Leadtools.Forms.DocumentReaders Namespace : DocumentObjectManager Class |
public class DocumentObjectManager
'Declaration Public Class DocumentObjectManager
'Usage Dim instance As DocumentObjectManager
public ref class DocumentObjectManager
Instances of the DocumentObjectManager aren't created directly. Instead, access the instance that is automatically created inside a DocumentReader using the DocumentReader.ObjectManager property.
The DocumentObjectManager contains the ParsePageText method that parses the text of the document. Use the ParsePageText in a loop to parse the text of all the pages in a document. However, you must call BeginParse before parsing starts and EndParse when parsing is finished.

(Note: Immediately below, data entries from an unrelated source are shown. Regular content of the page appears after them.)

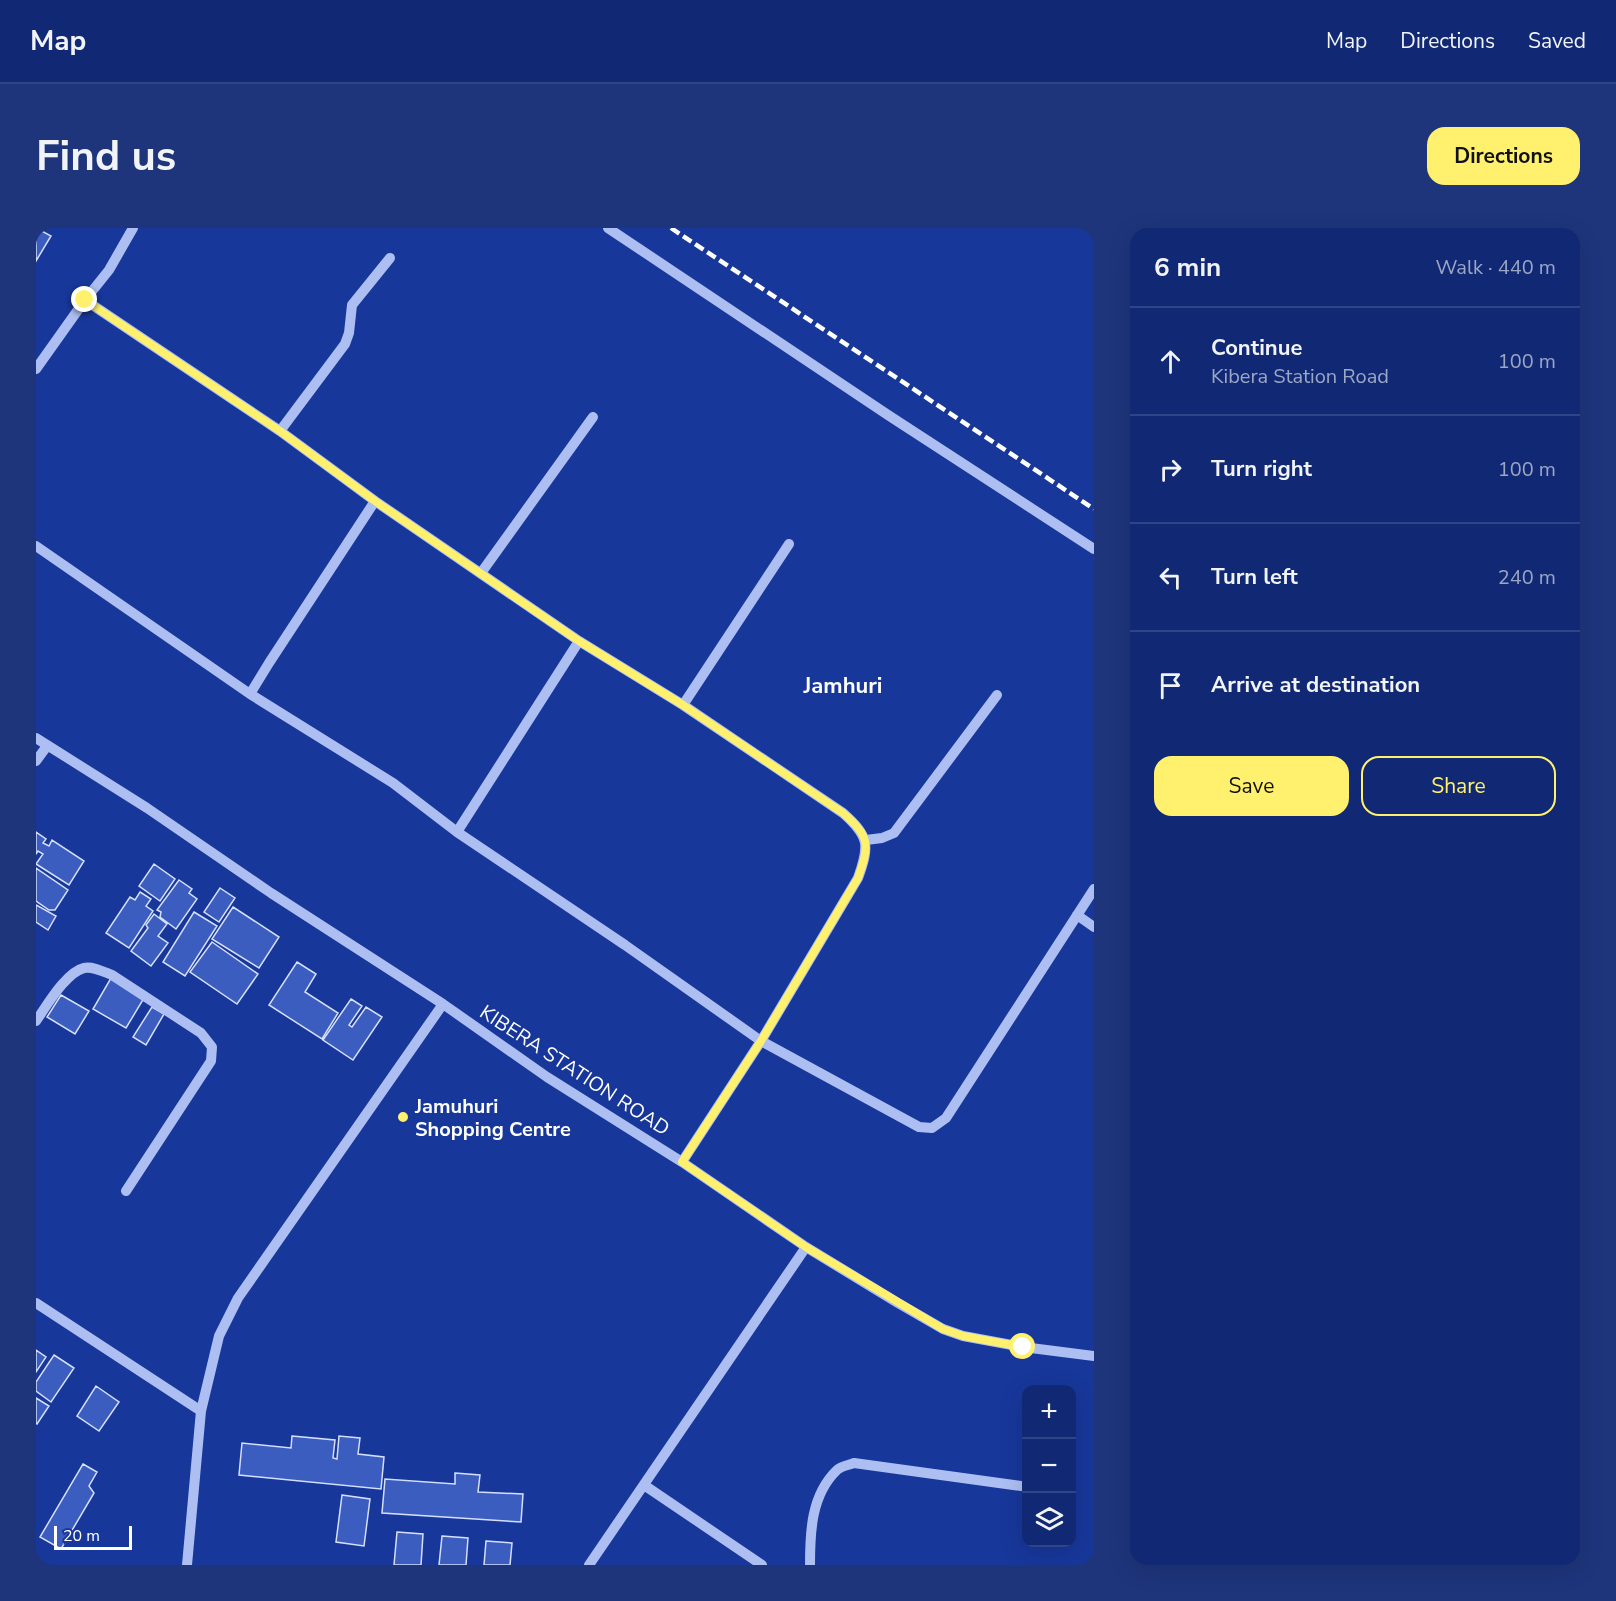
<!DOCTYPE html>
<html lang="en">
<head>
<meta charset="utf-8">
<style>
	:root { --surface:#112974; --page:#1e357c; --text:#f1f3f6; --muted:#9ca6c5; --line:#304586; --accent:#fff16e }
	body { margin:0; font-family:"Nunito Sans",sans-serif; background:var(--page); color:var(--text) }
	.controls { position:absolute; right:18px; bottom:18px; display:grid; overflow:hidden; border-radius:12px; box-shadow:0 6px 24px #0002 }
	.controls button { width:54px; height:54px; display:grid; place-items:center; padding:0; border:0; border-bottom:2px solid var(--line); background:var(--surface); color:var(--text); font:30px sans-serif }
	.scale { position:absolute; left:18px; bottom:15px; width:78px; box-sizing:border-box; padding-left:6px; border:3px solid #fff; border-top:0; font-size:16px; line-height:21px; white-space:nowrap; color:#fff; -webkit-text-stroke:4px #17379a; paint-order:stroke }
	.stop { position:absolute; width:18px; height:18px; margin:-14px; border:4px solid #fff16e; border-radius:50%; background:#fff }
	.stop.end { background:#fff16e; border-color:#fff; box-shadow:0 2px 6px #0008 }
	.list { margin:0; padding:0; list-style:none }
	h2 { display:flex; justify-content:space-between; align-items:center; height:78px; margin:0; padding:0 24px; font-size:26px }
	h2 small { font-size:20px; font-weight:400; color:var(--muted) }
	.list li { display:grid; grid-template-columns:39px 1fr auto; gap:18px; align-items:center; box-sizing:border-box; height:108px; padding:0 24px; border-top:2px solid var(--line) }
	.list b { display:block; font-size:22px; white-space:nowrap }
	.list p { margin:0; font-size:20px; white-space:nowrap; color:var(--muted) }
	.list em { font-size:20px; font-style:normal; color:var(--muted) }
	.actions { display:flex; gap:12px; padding:18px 24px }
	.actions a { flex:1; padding:14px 0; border:2px solid var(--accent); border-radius:18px; text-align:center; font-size:21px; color:var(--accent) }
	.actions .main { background:var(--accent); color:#111 }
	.icon { flex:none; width:33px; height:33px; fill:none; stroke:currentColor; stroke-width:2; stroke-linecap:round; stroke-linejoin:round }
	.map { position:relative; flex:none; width:1058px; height:1337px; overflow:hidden; border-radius:18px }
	header { display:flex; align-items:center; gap:36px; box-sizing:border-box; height:84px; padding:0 30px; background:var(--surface); border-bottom:2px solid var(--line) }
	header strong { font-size:28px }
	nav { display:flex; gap:33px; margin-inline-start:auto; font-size:21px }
	.intro { display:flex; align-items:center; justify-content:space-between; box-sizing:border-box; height:144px; padding:0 36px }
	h1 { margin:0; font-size:42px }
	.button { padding:15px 27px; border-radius:18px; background:var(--accent); color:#111; font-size:21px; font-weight:700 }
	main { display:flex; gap:36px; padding:0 36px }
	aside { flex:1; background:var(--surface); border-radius:18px; box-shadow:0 6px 24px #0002 }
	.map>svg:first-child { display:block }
	.building { fill:#3c5dc0; stroke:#d5dffc; stroke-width:1.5 }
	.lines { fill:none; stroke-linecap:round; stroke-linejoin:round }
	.minor { stroke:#adbff2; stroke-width:10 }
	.rail { stroke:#fff; stroke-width:4.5; stroke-dasharray:10 4.5; stroke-linecap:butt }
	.route { stroke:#fff16e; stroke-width:8 }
	.poi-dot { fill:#fff16e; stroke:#17379a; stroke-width:2 }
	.labels { text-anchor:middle; stroke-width:4.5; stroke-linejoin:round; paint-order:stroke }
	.street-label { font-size:20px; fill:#fff; stroke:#17379a }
	.poi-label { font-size:20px; font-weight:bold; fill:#fff; stroke:#17379a; text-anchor:start }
	.quarter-label { font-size:22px; font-weight:bold; fill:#fff; stroke:#17379a }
</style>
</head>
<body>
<header>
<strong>Map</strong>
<nav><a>Map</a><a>Directions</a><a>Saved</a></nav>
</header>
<div class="intro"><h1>Find us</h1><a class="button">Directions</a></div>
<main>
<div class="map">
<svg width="1058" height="1337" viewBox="0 0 1058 1337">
	<rect width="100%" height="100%" fill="#17379a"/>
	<path class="building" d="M0 0 15 8 0 33Z
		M0 604 10 611 7 615 13 618 16 612 48 633 33 657 0 636 7 626 2 623 0 626Z
		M118 636 139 651 124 673 103 658Z
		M0 640 32 662 19 682H13L0 673Z
		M143 652 156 661 153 665 161 671 140 701 124 689 125 684 121 682Z
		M184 660 199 670 183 694 168 684Z
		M104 664 115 671 110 678 117 683 93 720 70 705 94 669 99 672Z
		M0 677 20 688 12 702 0 694Z
		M197 679 243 709 223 740 176 711Z
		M158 684 181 698 149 748 127 734Z
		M118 686 131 696 122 708 132 715 115 738 95 723 112 700 110 697Z
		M176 714 222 746 201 776 154 744Z
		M261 734 280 746 269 764 302 785 286 811 233 777Z
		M75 750 108 770 90 800 57 781Z
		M25 767 53 783 39 806 11 789Z
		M315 771 326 778 313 797 316 799 330 779 346 789 317 832 287 812Z
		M116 779 128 786 110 817 97 809Z
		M0 1122 10 1129 0 1144Z
		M18 1127 38 1140 15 1174 0 1163V1154Z
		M60 1158 83 1174 63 1203 41 1188Z
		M0 1170 13 1178 1 1196 0 1195Z
		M256 1208 299 1212 297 1230 301 1231 303 1208 324 1210 322 1226 348 1229 345 1261 203 1247 206 1215 255 1220Z
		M47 1236 61 1244 53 1258 58 1265 25 1321 4 1309Z
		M419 1245 444 1247 442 1264 487 1266 485 1294 346 1285 349 1251 419 1256Z
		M306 1267 334 1271 328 1318 300 1314Z
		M361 1304 387 1306 385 1337H358Z
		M406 1308 432 1310 430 1337H403Z
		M450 1313 476 1315 474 1337H448Z"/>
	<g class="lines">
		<path class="minor" d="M572 0 852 187 1058 321
			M49 72 244 203 339 273 543 413 647 477 807 585C833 608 834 617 822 650L725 813 646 934
			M0 141 49 72 73 42 97 0
			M244 203 309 116 313 105 316 77 354 30
			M0 318 214 466 357 555 421 604 589 717 725 813 883 899 896 900 910 890 1058 661
			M445 345 557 189
			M214 466 233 435 339 273
			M647 477 753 316
			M0 510 111 580 235 665 407 776 511 849 646 934 770 1019 862 1075 907 1101 927 1108 987 1119 1058 1128
			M0 533 11 518
			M421 604 543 413
			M830 612 846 610 858 605 961 467
			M1041 687 1058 699
			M0 793C10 779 30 744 48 740 57 738 68 744 76 747L165 805 176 819 175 833 90 963
			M0 1075 165 1183
			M608 1257 726 1337
			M151 1337 165 1183 183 1108 202 1070 407 776
			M553 1337 770 1019
			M774 1337C774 1304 775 1267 801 1242 805 1238 813 1237 818 1235L985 1258"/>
		<path class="rail" d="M635 0 1058 281"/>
	</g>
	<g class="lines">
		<path class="route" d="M49 72 244 203 339 273 543 413 647 477 807 585C834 609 834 616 822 650L725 813 646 934 770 1019 907 1101 927 1108 987 1119"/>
	</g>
	<circle class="poi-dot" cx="367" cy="889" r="6"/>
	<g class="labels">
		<g class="street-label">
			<text transform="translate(539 842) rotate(33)" y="7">KIBERA STATION ROAD</text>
		</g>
		<g class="poi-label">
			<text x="379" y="885">Jamuhuri<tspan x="379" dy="23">Shopping Centre</tspan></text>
		</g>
		<g class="quarter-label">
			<text x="807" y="465">Jamhuri</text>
		</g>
	</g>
</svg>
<div class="controls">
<button>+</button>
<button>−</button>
<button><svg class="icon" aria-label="layers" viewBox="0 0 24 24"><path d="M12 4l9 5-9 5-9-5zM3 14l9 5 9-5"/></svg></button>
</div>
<div class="scale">20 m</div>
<div class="stop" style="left:987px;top:1119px"></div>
<div class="stop end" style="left:49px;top:72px"></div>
</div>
<aside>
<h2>6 min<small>Walk · 440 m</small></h2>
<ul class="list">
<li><svg class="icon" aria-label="ahead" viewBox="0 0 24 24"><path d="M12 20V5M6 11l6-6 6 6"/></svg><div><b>Continue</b><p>Kibera Station Road</p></div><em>100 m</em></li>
<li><svg class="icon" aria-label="right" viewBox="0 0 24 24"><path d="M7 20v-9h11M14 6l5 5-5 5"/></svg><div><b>Turn right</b></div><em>100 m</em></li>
<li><svg class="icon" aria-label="left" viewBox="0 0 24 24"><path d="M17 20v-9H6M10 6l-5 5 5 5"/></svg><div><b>Turn left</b></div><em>240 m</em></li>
<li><svg class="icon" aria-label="arrive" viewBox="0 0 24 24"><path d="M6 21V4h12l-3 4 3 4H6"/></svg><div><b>Arrive at destination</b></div></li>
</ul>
<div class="actions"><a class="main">Save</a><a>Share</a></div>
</aside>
</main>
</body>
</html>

The various document readers will parse text differently. Currently, LEADTOOLS ships with the following document readers:
DocumentReaderType.Pdf: This the document reader responsible for parsing PDF documents. PDF document text is parsed without the need of an OCR engine.
DocumentReaderType.Xps: This the document reader responsible for parsing XPS documents. XPS document text is parsed without the need of an OCR engine.
DocumentReaderType.Raster: This the document reader responsible for parsing everything else. An OCR engine is required to parse the text of the document (by passing a started object of type Leadtools.Forms.Ocr.IOcrEngine to BeginParse.
LEADTOOLS will add more document readers and functionality in the near future for document types such as DICOM, DOC/DOCX(2007/2010), XLS/XLSX(2007/2010) and RTF.
More objects types such as images, bookmarks, hyperlinks and annotations will also be added in the near future.
For an example, refer to DocumentReader.